MicroRNA has been recently identified as a crucial element in the battle against breast cancer. A team of investigators from the Baylor College of Medicine suggests that the microRNA-1258 blocks the enzyme heparanase which is a key towards the spread of breast tumors to the brain. This enzyme appearing as an important mediator of brain metastasis is regulated by microRNAs.
During the research, it was observed that the microRNA-1258 controls the post-transcriptional activity of the heparanase gene and also its activity in curbing the metastasis of breast cancer to the brain. Not more than 22 nucleotides in size, microRNAs probably bind to messenger RNA, which carries the genetic code for a protein to the cell’s organelles that make it. On binding to the messenger RNA, it seemingly halts the production of that protein. At the time of the investigation in laboratory, several forms of breast cancer cells in culture, laboratory animals and human tissues were used. As a result, microRNA-1258 supposedly targeted only the gene for heparanase and decreased production of the enzyme.

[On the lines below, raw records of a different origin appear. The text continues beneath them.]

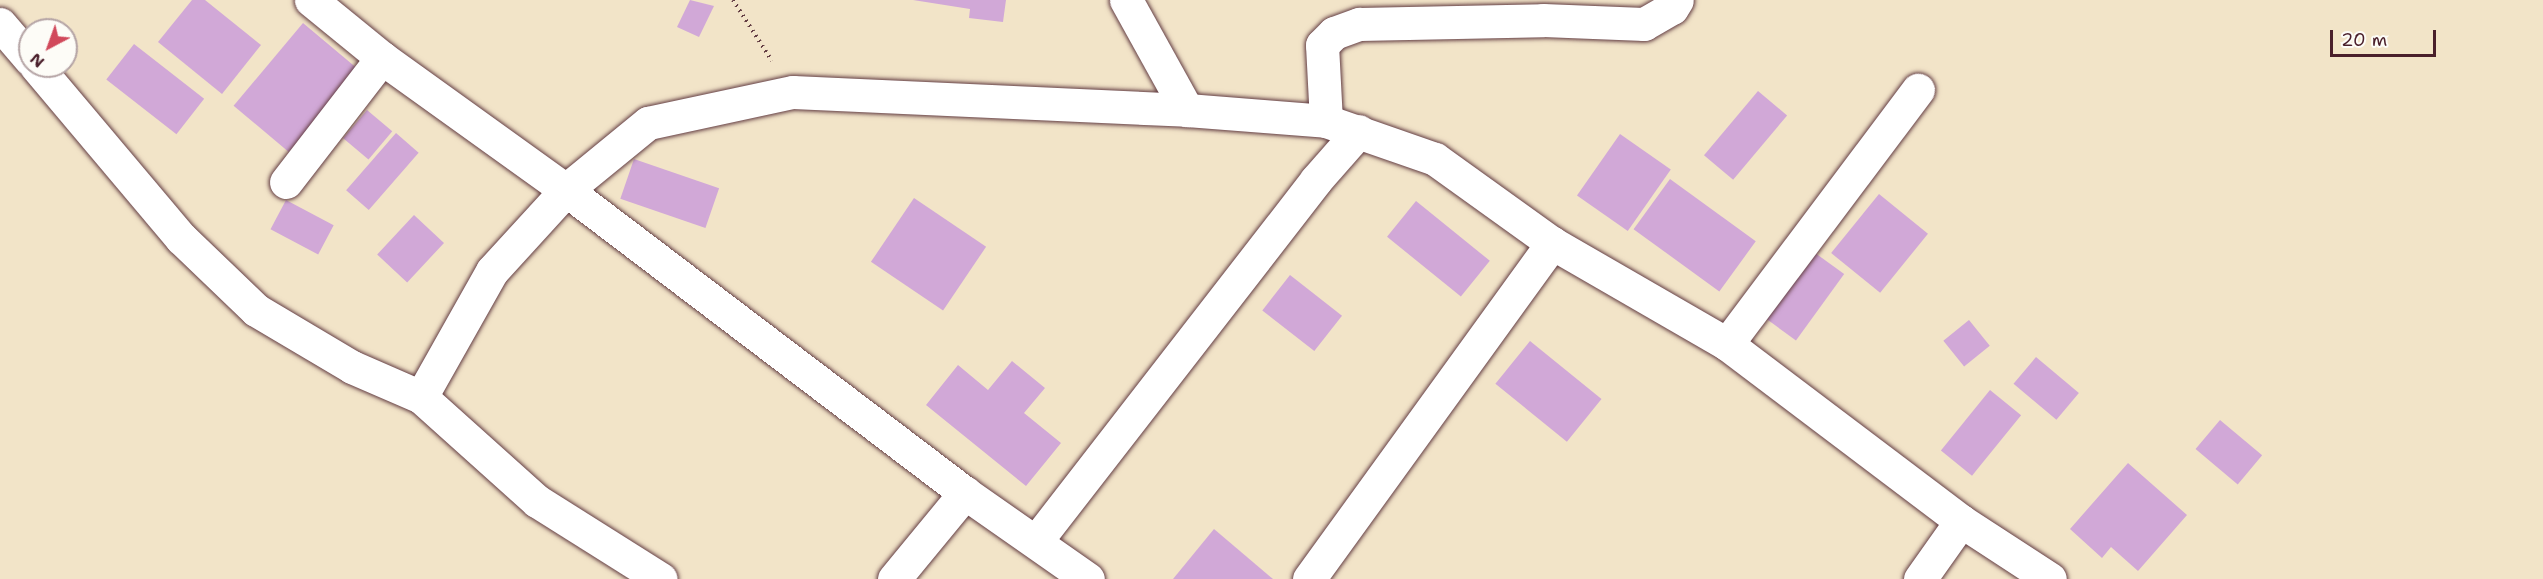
<!DOCTYPE html>
<html>
<head>
<meta charset="utf-8">
<style>
	body { margin:0 }
	#map { position:relative; width:2543px; height:579px; overflow:hidden; background:#f2e4c8; font-family:"Shantell Sans",sans-serif }
	div>[style] { position:absolute }
	.building>* { inset:0; background:#d1a8d7; transform-origin:0 0 }
	.path>* { height:4px; margin-top:-2px; transform-origin:0; background:repeating-linear-gradient(90deg,#633d43 0 1.5px,transparent 0 6px) }
	.roads { filter:drop-shadow(0 0 2px #633d43) drop-shadow(0 0 2px #633d43) }
	.street>* { height:33px; margin:-16.5px; padding:0 16.5px; transform-origin:16.5px; border-radius:16.5px; background:#fff }
	span { translate:-50% -50%; white-space:nowrap; text-align:center; line-height:1.15; -webkit-text-stroke:5px #fdfcf7; paint-order:stroke }
	.north { position:absolute; left:18px; top:18px; width:60px; height:60px; box-sizing:border-box; background:#fdfcf7; border:2px solid #b5a4a5; border-radius:50%; rotate:221deg; font-size:16px; font-weight:700; line-height:24px; text-align:center; color:#4a1f2b }
	.north::after { content:''; display:block; margin:auto; width:21px; height:27px; background:#d1495b; clip-path:polygon(50% 0,100% 100%,50% 72%,0 100%) }
	.scale { position:absolute; left:2330px; top:30px; width:106px; height:27px; box-sizing:border-box; border:3px solid #4a1f2b; border-top:0; padding-left:8px; font-size:18px; line-height:21px; white-space:nowrap; color:#4a1f2b; -webkit-text-stroke:4px #fdfcf7; paint-order:stroke }
</style>
</head>
<body>
<div id="map">
	<div class="building">
		<i style="clip-path:polygon(192px 0,205px 0,261px 45px,222px 94px,158px 42px)"></i>
		<i style="clip-path:polygon(690px 0,714px 6px,699px 37px,677px 27px)"></i>
		<i style="clip-path:polygon(913px 0,1006px 0,1003px 22px,969px 18px,970px 9px)"></i>
		<i style="left:303px;top:23px;width:72px;height:108px;rotate:40deg"></i>
		<i style="left:134px;top:44px;width:89px;height:45px;rotate:38deg"></i>
		<i style="left:1758px;top:91px;width:38px;height:84px;rotate:40deg"></i>
		<i style="left:367px;top:110px;width:33px;height:37px;rotate:40deg"></i>
		<i style="left:396px;top:133px;width:30px;height:76px;rotate:41deg"></i>
		<i style="left:1620px;top:134px;width:62px;height:75px;rotate:35deg"></i>
		<i style="left:634px;top:159px;width:90px;height:42px;rotate:19deg"></i>
		<i style="left:1670px;top:179px;width:106px;height:62px;rotate:36deg"></i>
		<i style="left:1879px;top:194px;width:63px;height:76px;rotate:39deg"></i>
		<i style="left:914px;top:198px;width:87px;height:77px;rotate:34deg"></i>
		<i style="left:286px;top:200px;width:54px;height:33px;rotate:28deg"></i>
		<i style="left:1416px;top:201px;width:95px;height:46px;rotate:39deg"></i>
		<i style="left:414px;top:215px;width:41px;height:54px;rotate:43deg"></i>
		<i style="left:1811px;top:250px;width:41px;height:82px;rotate:36deg"></i>
		<i style="left:1290px;top:275px;width:66px;height:45px;rotate:38deg"></i>
		<i style="left:1969px;top:320px;width:33px;height:33px;rotate:51deg"></i>
		<i style="left:1530px;top:341px;width:92px;height:55px;rotate:39deg"></i>
		<i style="left:2036px;top:357px;width:56px;height:35px;rotate:40deg"></i>
		<i style="clip-path:polygon(1012px 361px,1045px 388px,1024px 413px,1061px 443px,1026px 486px,926px 405px,958px 365px,988px 390px)"></i>
		<i style="left:1990px;top:390px;width:40px;height:78px;rotate:39deg"></i>
		<i style="left:2220px;top:420px;width:55px;height:38px;rotate:40deg"></i>
		<i style="clip-path:polygon(2128px 463px,2187px 515px,2138px 571px,2111px 547px,2102px 558px,2070px 529px)"></i>
		<i style="clip-path:polygon(1214px 529px,1273px 579px,1173px 579px)"></i>
	</div>
	<div class="path">
		<i style="left:733px;top:0;width:72px;rotate:57.4deg"></i>
	</div>
	<div class="roads">
		<div class="street">
			<i style="left:311px;top:0;width:92px;rotate:39.2deg"></i>
			<i style="left:382px;top:58px;width:226px;rotate:35.7deg"></i>
			<i style="left:566px;top:190px;width:501px;rotate:37.21deg"></i>
			<i style="left:965px;top:493px;width:150px;rotate:35deg"></i>
			<i style="left:1126px;top:0;width:126px;rotate:61deg"></i>
			<i style="left:0;top:24px;width:46px;rotate:49.4deg"></i>
			<i style="left:36px;top:66px;width:225px;rotate:49.9deg"></i>
			<i style="left:181px;top:238px;width:104px;rotate:43.8deg"></i>
			<i style="left:256px;top:310px;width:112px;rotate:30.7deg"></i>
			<i style="left:352px;top:367px;width:75px;rotate:23.5deg"></i>
			<i style="left:421px;top:397px;width:156px;rotate:41.9deg"></i>
			<i style="left:537px;top:501px;width:146px;rotate:32.2deg"></i>
			<i style="left:1326px;top:121px;width:76px;rotate:-93deg"></i>
			<i style="left:1322px;top:45px;width:17px;rotate:-45deg"></i>
			<i style="left:1334px;top:33px;width:27px;rotate:-20deg"></i>
			<i style="left:1359px;top:24px;width:184px;rotate:-1.2deg"></i>
			<i style="left:1543px;top:20px;width:101px;rotate:2.3deg"></i>
			<i style="left:1644px;top:24px;width:32px;rotate:-30deg"></i>
			<i style="left:1672px;top:8px;width:9px;rotate:-58deg"></i>
			<i style="left:286px;top:182px;width:157px;rotate:-52.3deg"></i>
			<i style="left:1727px;top:344px;width:318px;rotate:-53.1deg"></i>
			<i style="left:421px;top:397px;width:145px;rotate:-60.6deg"></i>
			<i style="left:492px;top:271px;width:110px;rotate:-47.6deg"></i>
			<i style="left:566px;top:190px;width:106px;rotate:-39.3deg"></i>
			<i style="left:648px;top:123px;width:148px;rotate:-12.1deg"></i>
			<i style="left:793px;top:92px;width:394px;rotate:2.6deg"></i>
			<i style="left:1187px;top:110px;width:139px;rotate:4.5deg"></i>
			<i style="left:1326px;top:121px;width:115px;rotate:19.2deg"></i>
			<i style="left:1435px;top:159px;width:144px;rotate:35.7deg"></i>
			<i style="left:1552px;top:243px;width:202px;rotate:30deg"></i>
			<i style="left:1727px;top:344px;width:293px;rotate:37.1deg"></i>
			<i style="left:1961px;top:521px;width:106px;rotate:33.1deg"></i>
			<i style="left:1037px;top:540px;width:455px;rotate:-52.2deg"></i>
			<i style="left:1316px;top:180px;width:65px;rotate:-48.7deg"></i>
			<i style="left:894px;top:579px;width:112px;rotate:-50.5deg"></i>
			<i style="left:1309px;top:579px;width:415px;rotate:-54.1deg"></i>
			<i style="left:1920px;top:579px;width:71px;rotate:-54.7deg"></i>
		</div>
	</div>
	<div class="north">N</div>
	<div class="scale">20 m</div>
</div>
</body>
</html>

“Our investigations introduce new concepts that brain metastasis might be inhibited by microRNA-based strategies, and can have profound implications for the development and use of heparanase-based therapeutics in cancer metastasis in general and brain metastatic breast cancer in particular,” stated Dr. Dario Marchetti, lead investigator and professor of pathology and immunology, cell and molecular biology at BCM and member of the NCI-designated Dan L. Duncan Cancer Center at the College.

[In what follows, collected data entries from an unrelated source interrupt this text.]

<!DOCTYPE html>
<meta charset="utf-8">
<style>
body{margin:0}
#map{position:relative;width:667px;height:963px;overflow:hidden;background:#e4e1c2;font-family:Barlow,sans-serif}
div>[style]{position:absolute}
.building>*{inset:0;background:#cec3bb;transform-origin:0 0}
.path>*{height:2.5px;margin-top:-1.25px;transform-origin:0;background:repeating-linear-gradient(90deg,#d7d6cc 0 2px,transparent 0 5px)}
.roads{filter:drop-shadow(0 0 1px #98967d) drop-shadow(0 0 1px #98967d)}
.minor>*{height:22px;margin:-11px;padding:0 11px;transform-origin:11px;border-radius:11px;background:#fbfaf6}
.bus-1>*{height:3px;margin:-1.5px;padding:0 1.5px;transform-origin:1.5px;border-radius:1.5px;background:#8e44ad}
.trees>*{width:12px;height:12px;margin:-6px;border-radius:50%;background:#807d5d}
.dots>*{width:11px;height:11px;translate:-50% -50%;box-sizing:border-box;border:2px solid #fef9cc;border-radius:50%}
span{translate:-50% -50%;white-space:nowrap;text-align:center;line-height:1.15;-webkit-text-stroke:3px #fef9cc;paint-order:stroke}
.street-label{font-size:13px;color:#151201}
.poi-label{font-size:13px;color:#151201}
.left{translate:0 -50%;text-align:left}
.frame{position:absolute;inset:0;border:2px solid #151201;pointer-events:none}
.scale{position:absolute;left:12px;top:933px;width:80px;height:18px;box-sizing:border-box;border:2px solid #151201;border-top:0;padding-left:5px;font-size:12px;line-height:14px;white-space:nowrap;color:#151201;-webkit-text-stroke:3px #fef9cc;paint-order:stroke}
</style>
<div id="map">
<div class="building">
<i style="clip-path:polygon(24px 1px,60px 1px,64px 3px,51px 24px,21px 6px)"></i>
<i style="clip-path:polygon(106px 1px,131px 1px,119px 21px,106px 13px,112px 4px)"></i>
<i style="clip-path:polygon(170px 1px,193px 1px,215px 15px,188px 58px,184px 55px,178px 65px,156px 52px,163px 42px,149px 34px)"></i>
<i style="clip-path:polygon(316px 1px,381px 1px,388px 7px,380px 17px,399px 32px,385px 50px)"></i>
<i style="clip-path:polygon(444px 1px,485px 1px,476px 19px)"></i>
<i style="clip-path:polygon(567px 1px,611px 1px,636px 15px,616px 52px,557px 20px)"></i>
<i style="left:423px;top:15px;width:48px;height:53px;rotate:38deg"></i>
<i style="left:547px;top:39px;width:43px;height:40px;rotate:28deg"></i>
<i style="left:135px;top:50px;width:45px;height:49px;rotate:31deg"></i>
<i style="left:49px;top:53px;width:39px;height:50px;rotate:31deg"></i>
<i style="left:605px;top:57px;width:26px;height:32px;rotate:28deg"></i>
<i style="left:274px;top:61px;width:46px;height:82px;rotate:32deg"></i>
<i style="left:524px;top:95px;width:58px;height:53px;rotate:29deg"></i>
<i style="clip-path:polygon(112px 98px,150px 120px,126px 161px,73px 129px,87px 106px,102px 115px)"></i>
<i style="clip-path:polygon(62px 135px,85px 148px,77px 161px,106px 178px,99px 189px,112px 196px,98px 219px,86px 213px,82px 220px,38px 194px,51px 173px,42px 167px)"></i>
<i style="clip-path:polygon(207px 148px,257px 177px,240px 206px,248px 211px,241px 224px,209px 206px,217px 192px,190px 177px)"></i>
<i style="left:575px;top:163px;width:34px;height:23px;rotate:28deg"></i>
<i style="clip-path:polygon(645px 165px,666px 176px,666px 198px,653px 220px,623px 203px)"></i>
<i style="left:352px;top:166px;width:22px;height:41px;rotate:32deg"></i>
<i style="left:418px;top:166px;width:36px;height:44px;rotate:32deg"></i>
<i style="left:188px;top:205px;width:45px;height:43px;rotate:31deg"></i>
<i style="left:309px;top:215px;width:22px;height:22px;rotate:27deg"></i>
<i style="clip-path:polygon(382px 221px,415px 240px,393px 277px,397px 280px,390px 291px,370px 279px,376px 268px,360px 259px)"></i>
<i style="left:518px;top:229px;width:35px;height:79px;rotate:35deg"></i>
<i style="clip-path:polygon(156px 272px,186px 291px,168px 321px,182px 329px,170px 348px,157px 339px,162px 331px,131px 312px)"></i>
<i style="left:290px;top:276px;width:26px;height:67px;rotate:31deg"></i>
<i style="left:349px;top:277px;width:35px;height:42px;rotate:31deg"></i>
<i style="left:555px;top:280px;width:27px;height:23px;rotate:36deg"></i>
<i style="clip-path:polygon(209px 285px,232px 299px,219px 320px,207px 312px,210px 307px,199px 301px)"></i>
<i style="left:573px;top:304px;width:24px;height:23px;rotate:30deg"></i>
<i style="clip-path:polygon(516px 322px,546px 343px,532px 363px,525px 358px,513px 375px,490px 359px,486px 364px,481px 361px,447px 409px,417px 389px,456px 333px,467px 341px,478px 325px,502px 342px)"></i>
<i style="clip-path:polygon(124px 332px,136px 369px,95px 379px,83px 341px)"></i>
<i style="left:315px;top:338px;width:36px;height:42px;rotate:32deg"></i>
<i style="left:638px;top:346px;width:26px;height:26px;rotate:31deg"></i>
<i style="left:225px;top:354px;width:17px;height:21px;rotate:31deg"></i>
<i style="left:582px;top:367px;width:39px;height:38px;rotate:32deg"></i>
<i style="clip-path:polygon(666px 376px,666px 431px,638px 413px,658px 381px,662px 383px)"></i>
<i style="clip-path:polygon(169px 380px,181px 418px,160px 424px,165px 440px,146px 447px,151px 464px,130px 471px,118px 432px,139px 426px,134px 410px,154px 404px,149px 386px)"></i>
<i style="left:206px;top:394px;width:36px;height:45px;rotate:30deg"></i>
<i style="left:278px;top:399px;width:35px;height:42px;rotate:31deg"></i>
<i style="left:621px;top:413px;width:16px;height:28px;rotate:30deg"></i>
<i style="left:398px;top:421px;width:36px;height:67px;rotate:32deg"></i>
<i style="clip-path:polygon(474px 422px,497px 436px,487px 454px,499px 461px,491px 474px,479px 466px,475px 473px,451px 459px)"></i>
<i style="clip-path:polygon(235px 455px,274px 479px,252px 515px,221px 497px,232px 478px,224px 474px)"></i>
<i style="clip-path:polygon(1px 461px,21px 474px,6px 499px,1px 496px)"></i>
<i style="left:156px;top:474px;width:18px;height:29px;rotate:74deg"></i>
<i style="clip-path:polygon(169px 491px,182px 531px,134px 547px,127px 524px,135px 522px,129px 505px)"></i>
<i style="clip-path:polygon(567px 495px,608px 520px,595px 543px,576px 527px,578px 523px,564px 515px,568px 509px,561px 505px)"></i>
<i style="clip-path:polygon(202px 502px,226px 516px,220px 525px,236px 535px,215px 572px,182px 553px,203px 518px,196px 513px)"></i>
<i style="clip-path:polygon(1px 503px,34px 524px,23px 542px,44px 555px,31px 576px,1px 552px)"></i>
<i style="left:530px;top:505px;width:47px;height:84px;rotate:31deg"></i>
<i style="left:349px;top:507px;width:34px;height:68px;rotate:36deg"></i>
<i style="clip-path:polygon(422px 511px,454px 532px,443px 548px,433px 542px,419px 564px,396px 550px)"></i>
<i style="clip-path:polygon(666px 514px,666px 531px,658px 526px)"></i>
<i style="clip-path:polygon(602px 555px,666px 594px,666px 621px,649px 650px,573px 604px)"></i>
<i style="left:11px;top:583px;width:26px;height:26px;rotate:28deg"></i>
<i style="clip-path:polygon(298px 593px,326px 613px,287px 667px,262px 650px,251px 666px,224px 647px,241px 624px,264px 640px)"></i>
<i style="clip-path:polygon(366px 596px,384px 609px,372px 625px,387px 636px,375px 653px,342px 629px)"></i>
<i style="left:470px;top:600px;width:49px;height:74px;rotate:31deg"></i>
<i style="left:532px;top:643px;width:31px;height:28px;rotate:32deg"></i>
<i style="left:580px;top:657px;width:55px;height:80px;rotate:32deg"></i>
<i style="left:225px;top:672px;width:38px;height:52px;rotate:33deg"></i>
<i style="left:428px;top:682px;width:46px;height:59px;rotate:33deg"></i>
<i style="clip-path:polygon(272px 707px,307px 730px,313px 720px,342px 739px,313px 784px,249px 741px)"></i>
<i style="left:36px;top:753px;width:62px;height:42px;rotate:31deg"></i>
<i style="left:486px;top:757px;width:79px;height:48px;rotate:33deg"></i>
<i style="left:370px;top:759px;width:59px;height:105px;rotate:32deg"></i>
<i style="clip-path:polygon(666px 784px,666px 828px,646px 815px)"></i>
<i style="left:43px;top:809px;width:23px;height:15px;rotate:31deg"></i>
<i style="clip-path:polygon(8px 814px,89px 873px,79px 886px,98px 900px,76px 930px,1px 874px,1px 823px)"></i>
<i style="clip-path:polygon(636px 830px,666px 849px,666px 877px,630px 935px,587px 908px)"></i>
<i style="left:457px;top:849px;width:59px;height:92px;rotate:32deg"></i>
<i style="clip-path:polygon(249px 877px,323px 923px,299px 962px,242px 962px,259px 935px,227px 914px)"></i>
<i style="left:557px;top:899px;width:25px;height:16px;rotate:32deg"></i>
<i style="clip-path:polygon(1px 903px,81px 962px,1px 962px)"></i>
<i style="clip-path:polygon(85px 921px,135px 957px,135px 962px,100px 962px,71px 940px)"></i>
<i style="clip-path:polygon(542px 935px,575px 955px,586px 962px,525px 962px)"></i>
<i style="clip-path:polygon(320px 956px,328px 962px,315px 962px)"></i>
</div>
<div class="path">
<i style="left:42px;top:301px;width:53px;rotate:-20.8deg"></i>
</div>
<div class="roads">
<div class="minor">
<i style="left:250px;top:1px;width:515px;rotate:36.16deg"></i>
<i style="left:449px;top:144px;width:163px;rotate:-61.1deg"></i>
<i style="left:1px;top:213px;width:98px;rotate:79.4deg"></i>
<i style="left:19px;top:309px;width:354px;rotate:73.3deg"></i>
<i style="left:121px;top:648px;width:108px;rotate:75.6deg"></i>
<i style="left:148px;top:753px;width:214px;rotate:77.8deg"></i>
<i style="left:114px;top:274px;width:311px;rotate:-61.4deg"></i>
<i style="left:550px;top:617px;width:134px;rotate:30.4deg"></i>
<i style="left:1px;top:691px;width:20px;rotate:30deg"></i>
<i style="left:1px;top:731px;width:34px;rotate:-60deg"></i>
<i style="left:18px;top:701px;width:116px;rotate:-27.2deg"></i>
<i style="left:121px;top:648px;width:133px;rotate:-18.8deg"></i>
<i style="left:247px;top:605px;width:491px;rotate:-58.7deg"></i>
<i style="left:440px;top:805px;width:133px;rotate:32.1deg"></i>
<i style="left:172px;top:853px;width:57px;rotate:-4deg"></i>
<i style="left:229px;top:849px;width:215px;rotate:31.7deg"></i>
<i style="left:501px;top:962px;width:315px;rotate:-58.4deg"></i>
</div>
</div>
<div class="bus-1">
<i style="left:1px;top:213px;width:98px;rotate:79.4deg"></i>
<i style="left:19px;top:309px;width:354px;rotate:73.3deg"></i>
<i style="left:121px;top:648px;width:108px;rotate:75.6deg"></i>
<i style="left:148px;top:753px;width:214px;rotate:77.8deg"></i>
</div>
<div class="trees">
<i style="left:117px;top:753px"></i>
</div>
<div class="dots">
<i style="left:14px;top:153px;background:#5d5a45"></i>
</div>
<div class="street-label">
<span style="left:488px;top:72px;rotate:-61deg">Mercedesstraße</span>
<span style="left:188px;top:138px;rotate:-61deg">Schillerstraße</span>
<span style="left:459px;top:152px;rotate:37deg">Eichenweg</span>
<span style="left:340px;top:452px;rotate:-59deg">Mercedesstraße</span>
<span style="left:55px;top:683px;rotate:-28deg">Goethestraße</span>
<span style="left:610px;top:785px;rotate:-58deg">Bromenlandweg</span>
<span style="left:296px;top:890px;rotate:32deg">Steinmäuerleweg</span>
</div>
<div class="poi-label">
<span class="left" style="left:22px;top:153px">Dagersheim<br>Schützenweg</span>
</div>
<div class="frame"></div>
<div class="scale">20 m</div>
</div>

Scientists also registered remarkably reduced levels of microRNA-1258 in breast tumor cells that have high propensity for metastasis to the brain. Highest levels of heparanase were reportedly found in invasive ductal carcinoma, which is a type aggressive primary breast cancer, and in brain metastatic breast cancer. The microRNA-1258 possibly inhibited brain metastases by 74 percent when introduced into breast cancer cells injected into animals in the laboratory.
The research is published in the current issue of the American Association for Cancer Research journal Cancer Research.